-- Opening Marker --

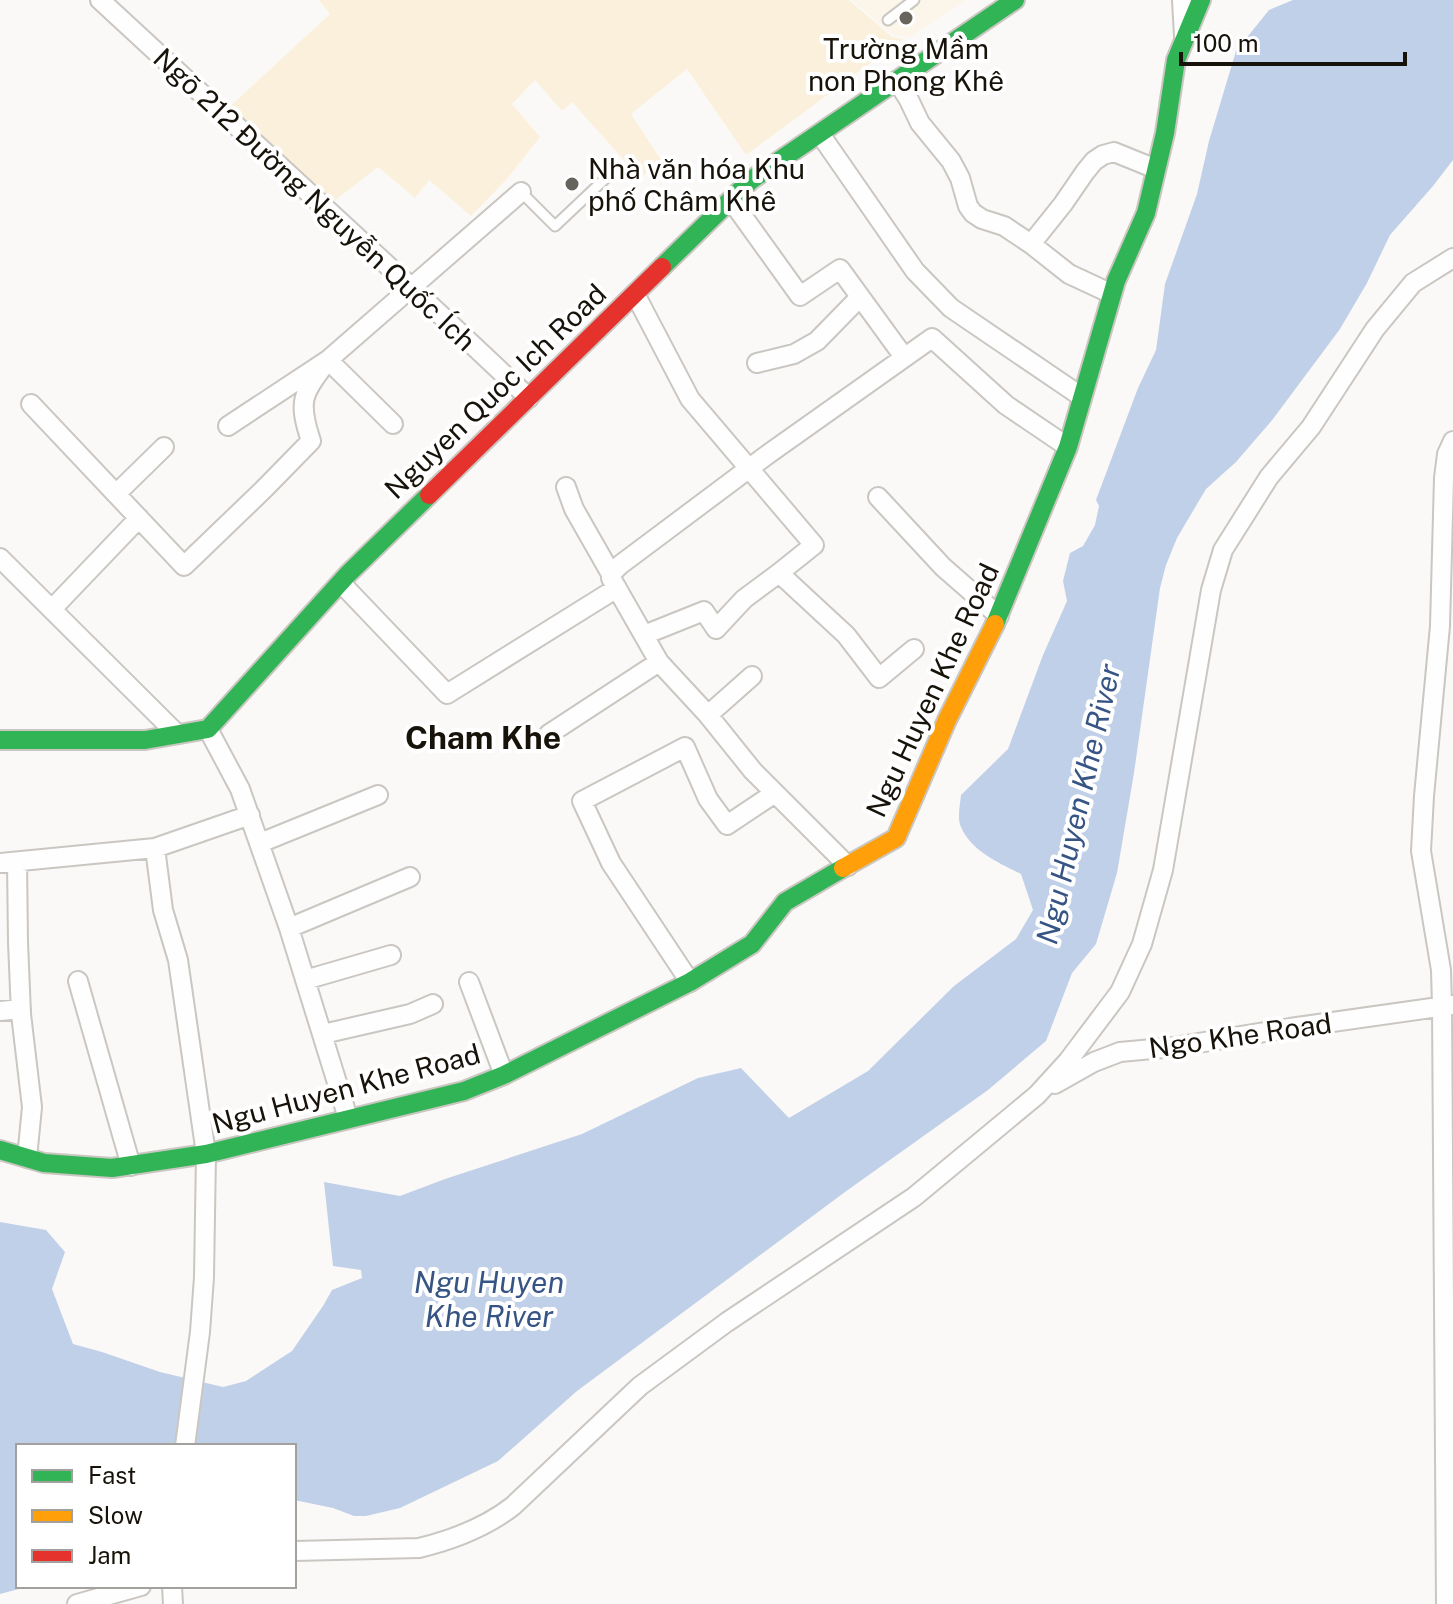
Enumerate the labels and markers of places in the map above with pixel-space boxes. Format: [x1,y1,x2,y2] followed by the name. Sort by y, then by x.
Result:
[897,9,915,27] marker: Trường Mầm non Phong Khê
[808,32,1004,97] place label: Trường Mầm non Phong Khê
[588,152,805,217] place label: Nhà văn hóa Khu phố Châm Khê
[563,175,581,193] marker: Nhà văn hóa Khu phố Châm Khê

-- Closing Marker --

▶ TASK REQUIREMENTS
A verbatim transcription of the listing is expected, with no pictures included.

▶ TASK OUTPUT
Enumerate the labels and markers of places in the map above with pixel-space boxes. Format: [x1,y1,x2,y2] followed by the name. Sort by y, then by x.
Result:
[897,9,915,27] marker: Trường Mầm non Phong Khê
[808,32,1004,97] place label: Trường Mầm non Phong Khê
[588,152,805,217] place label: Nhà văn hóa Khu phố Châm Khê
[563,175,581,193] marker: Nhà văn hóa Khu phố Châm Khê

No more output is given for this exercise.